> _TASK PROMPT_
Hand back all of the records exactly as they read.

※ ※ ※

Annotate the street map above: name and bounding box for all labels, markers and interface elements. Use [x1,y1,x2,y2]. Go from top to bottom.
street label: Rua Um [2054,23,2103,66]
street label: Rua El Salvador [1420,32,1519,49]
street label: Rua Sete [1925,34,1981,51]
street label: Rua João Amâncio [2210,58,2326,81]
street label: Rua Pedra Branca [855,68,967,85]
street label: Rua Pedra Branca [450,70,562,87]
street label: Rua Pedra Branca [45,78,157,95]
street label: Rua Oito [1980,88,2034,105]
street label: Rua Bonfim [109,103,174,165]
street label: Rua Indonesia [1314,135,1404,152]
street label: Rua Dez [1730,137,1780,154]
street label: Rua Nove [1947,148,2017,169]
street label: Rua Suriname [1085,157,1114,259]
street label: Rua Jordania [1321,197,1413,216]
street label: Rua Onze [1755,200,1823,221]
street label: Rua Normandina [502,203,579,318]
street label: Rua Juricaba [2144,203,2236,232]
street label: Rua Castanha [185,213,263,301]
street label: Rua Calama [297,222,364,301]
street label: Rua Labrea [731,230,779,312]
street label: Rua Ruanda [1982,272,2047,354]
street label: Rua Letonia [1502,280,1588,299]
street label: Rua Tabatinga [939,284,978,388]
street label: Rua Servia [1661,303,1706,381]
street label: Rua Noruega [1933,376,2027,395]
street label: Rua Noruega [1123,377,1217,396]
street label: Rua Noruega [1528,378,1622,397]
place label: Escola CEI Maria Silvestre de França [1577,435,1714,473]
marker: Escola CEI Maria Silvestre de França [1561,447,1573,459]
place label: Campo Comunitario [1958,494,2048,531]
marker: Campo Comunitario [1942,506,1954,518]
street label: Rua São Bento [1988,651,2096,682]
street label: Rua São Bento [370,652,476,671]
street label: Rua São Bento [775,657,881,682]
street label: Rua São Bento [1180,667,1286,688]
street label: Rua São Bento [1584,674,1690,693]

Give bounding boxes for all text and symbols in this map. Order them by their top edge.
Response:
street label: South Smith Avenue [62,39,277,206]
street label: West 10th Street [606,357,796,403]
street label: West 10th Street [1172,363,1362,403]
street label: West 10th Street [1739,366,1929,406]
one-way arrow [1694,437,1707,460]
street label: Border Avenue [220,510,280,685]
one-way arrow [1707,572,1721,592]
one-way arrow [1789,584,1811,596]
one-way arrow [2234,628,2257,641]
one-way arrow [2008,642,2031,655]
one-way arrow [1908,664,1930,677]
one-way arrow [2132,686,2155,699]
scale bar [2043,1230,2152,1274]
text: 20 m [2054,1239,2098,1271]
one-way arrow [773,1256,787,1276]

※ ※ ※

> _ANSWER TO THIS TASK_
Annotate the street map above: name and bounding box for all labels, markers and interface elements. Use [x1,y1,x2,y2]. Go from top to bottom.
street label: Rua Um [2054,23,2103,66]
street label: Rua El Salvador [1420,32,1519,49]
street label: Rua Sete [1925,34,1981,51]
street label: Rua João Amâncio [2210,58,2326,81]
street label: Rua Pedra Branca [855,68,967,85]
street label: Rua Pedra Branca [450,70,562,87]
street label: Rua Pedra Branca [45,78,157,95]
street label: Rua Oito [1980,88,2034,105]
street label: Rua Bonfim [109,103,174,165]
street label: Rua Indonesia [1314,135,1404,152]
street label: Rua Dez [1730,137,1780,154]
street label: Rua Nove [1947,148,2017,169]
street label: Rua Suriname [1085,157,1114,259]
street label: Rua Jordania [1321,197,1413,216]
street label: Rua Onze [1755,200,1823,221]
street label: Rua Normandina [502,203,579,318]
street label: Rua Juricaba [2144,203,2236,232]
street label: Rua Castanha [185,213,263,301]
street label: Rua Calama [297,222,364,301]
street label: Rua Labrea [731,230,779,312]
street label: Rua Ruanda [1982,272,2047,354]
street label: Rua Letonia [1502,280,1588,299]
street label: Rua Tabatinga [939,284,978,388]
street label: Rua Servia [1661,303,1706,381]
street label: Rua Noruega [1933,376,2027,395]
street label: Rua Noruega [1123,377,1217,396]
street label: Rua Noruega [1528,378,1622,397]
place label: Escola CEI Maria Silvestre de França [1577,435,1714,473]
marker: Escola CEI Maria Silvestre de França [1561,447,1573,459]
place label: Campo Comunitario [1958,494,2048,531]
marker: Campo Comunitario [1942,506,1954,518]
street label: Rua São Bento [1988,651,2096,682]
street label: Rua São Bento [370,652,476,671]
street label: Rua São Bento [775,657,881,682]
street label: Rua São Bento [1180,667,1286,688]
street label: Rua São Bento [1584,674,1690,693]

Give bounding boxes for all text and symbols in this map. Order them by their top edge.
Response:
street label: South Smith Avenue [62,39,277,206]
street label: West 10th Street [606,357,796,403]
street label: West 10th Street [1172,363,1362,403]
street label: West 10th Street [1739,366,1929,406]
one-way arrow [1694,437,1707,460]
street label: Border Avenue [220,510,280,685]
one-way arrow [1707,572,1721,592]
one-way arrow [1789,584,1811,596]
one-way arrow [2234,628,2257,641]
one-way arrow [2008,642,2031,655]
one-way arrow [1908,664,1930,677]
one-way arrow [2132,686,2155,699]
scale bar [2043,1230,2152,1274]
text: 20 m [2054,1239,2098,1271]
one-way arrow [773,1256,787,1276]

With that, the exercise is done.